━━━━━ Data extract
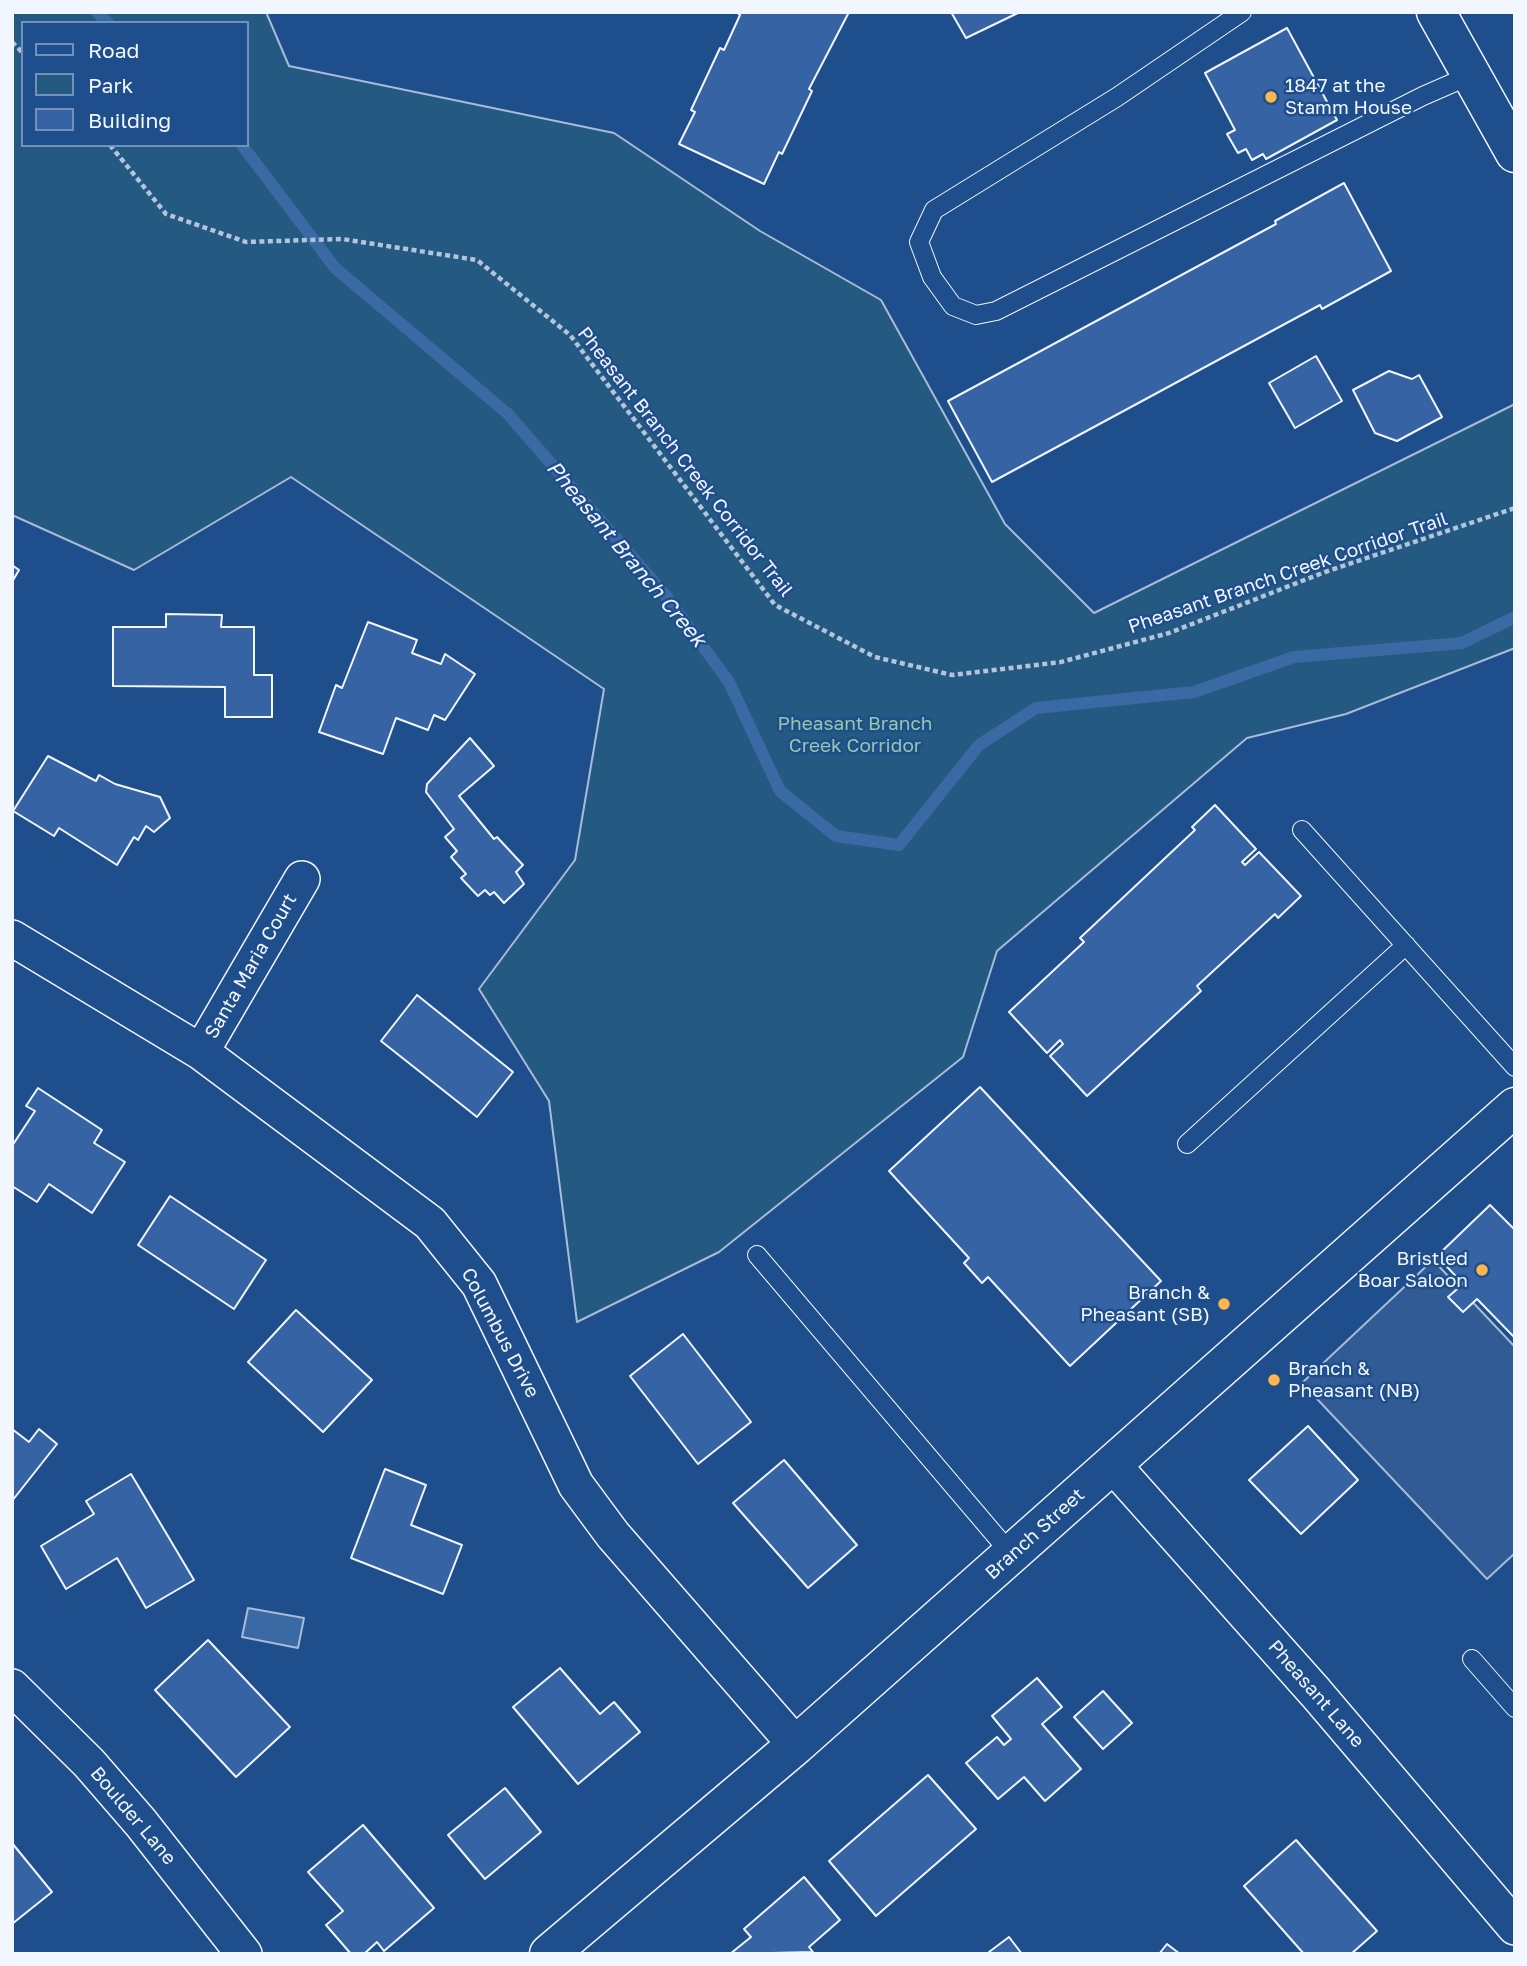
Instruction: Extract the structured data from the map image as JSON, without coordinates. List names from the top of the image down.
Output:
{
  "streets": {
    "street": [
      "Santa Maria Court",
      "Columbus Drive",
      "Branch Street",
      "Pheasant Lane",
      "Boulder Lane"
    ],
    "path": ["Pheasant Branch Creek Corridor Trail"]
  },
  "crossings": [
    ["Santa Maria Court", "Columbus Drive"],
    ["Columbus Drive", "Branch Street"],
    ["Branch Street", "Pheasant Lane"]
  ],
  "water": ["Pheasant Branch Creek"],
  "parks": ["Pheasant Branch Creek Corridor"],
  "places": [
    "1847 at the Stamm House",
    "Bristled Boar Saloon",
    "Branch & Pheasant (SB)",
    "Branch & Pheasant (NB)"
  ],
  "legend": ["Road", "Park", "Building"]
}
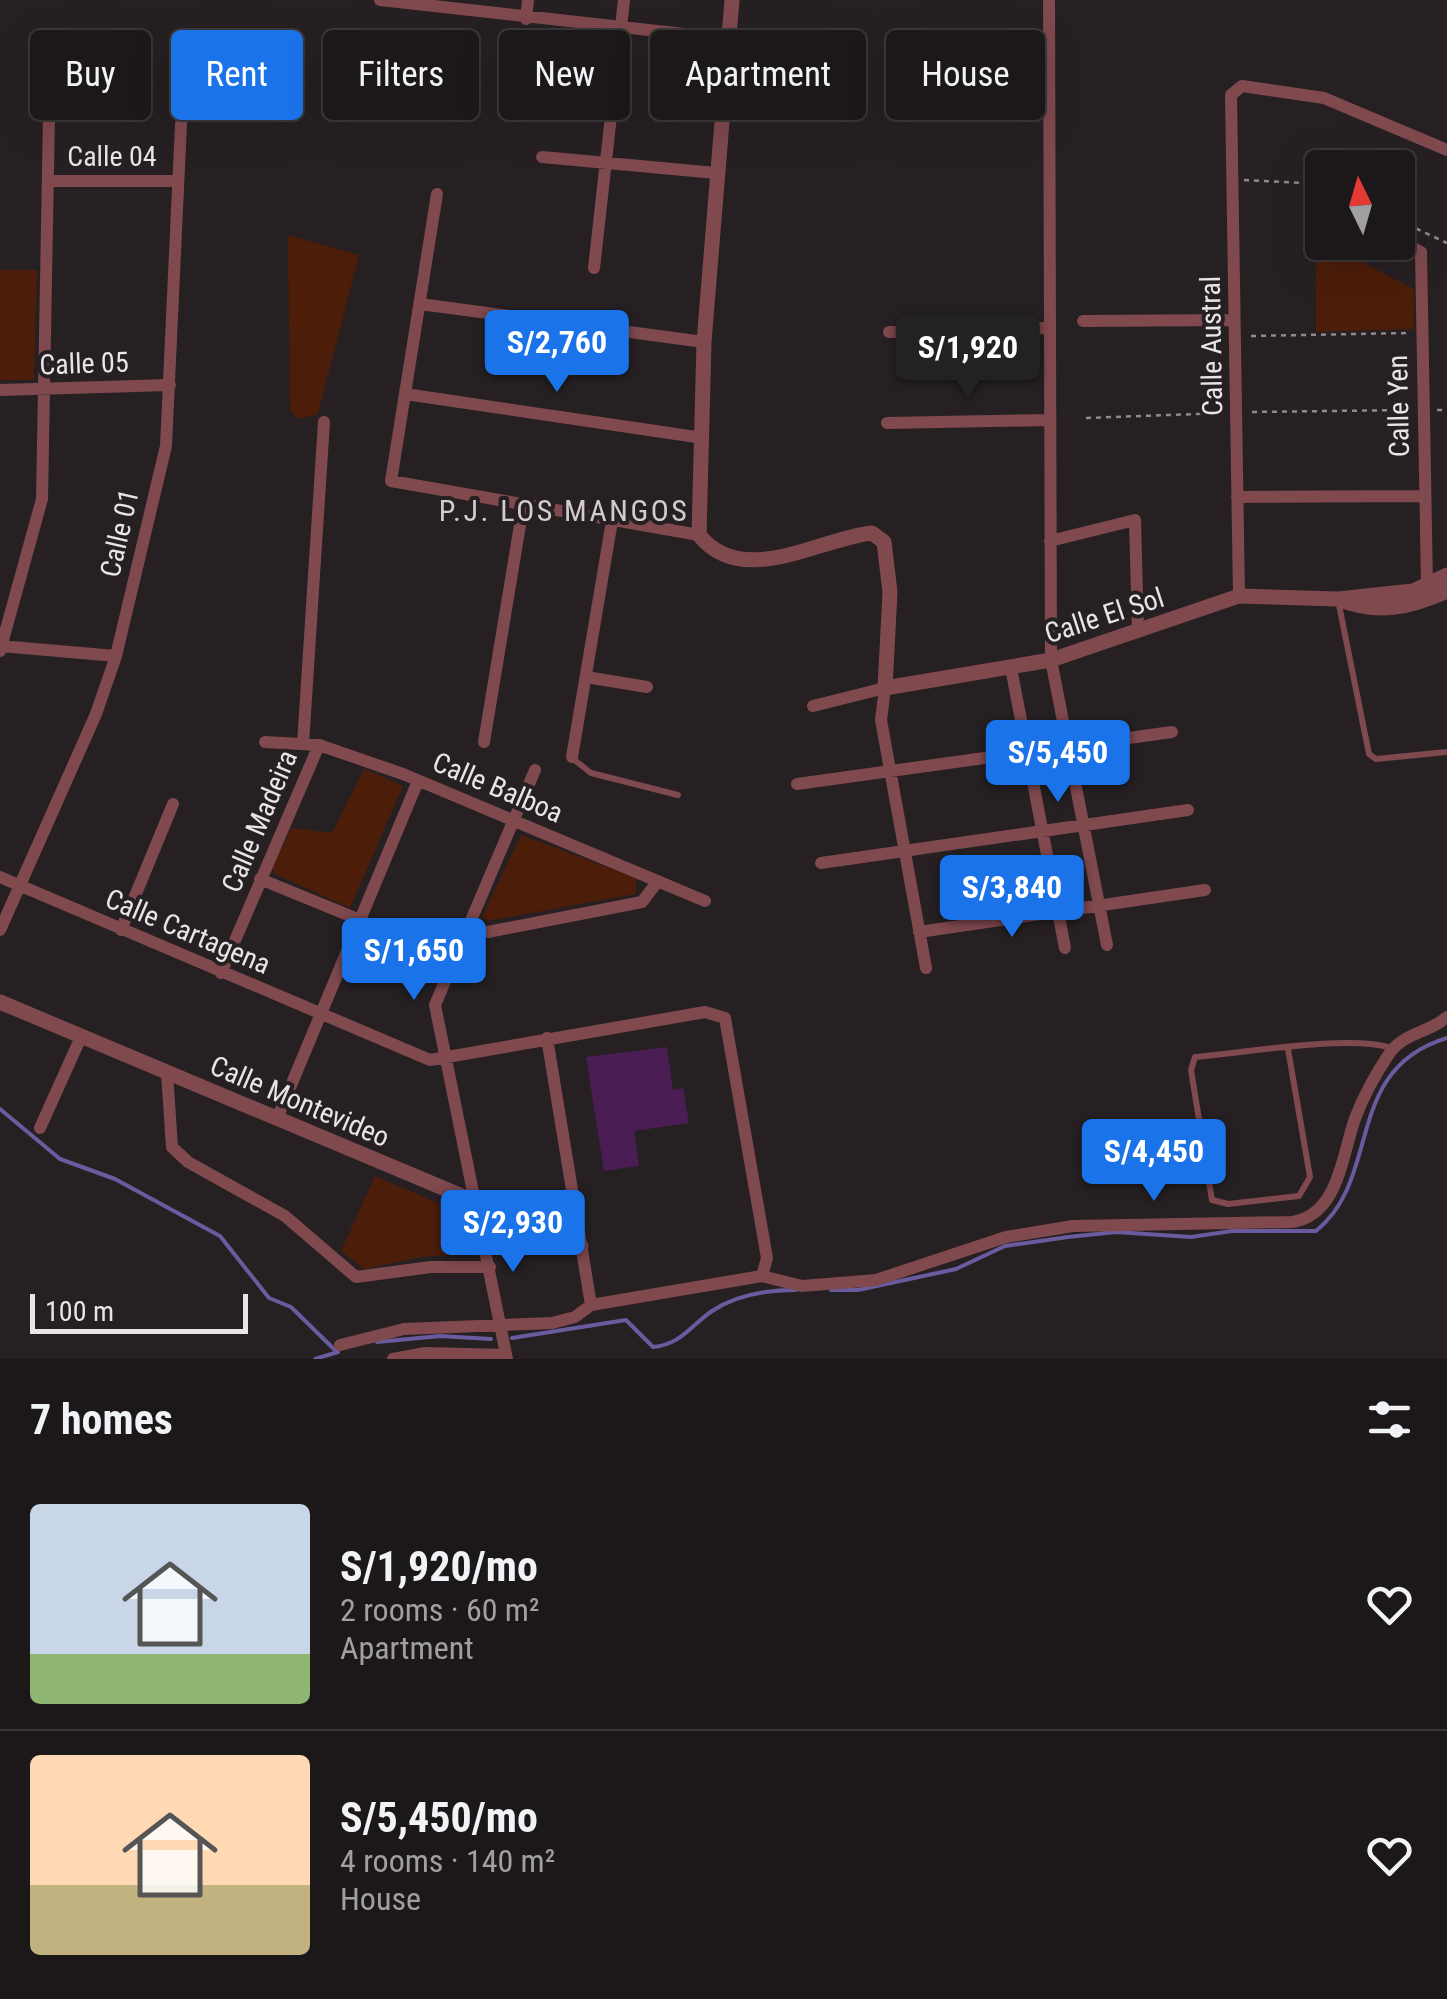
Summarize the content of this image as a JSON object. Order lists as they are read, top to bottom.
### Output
━━━━━━━━━━
*Task statement*. Please give the number of lines above that hold the word "image", and only that number.

*Solved problem*. 2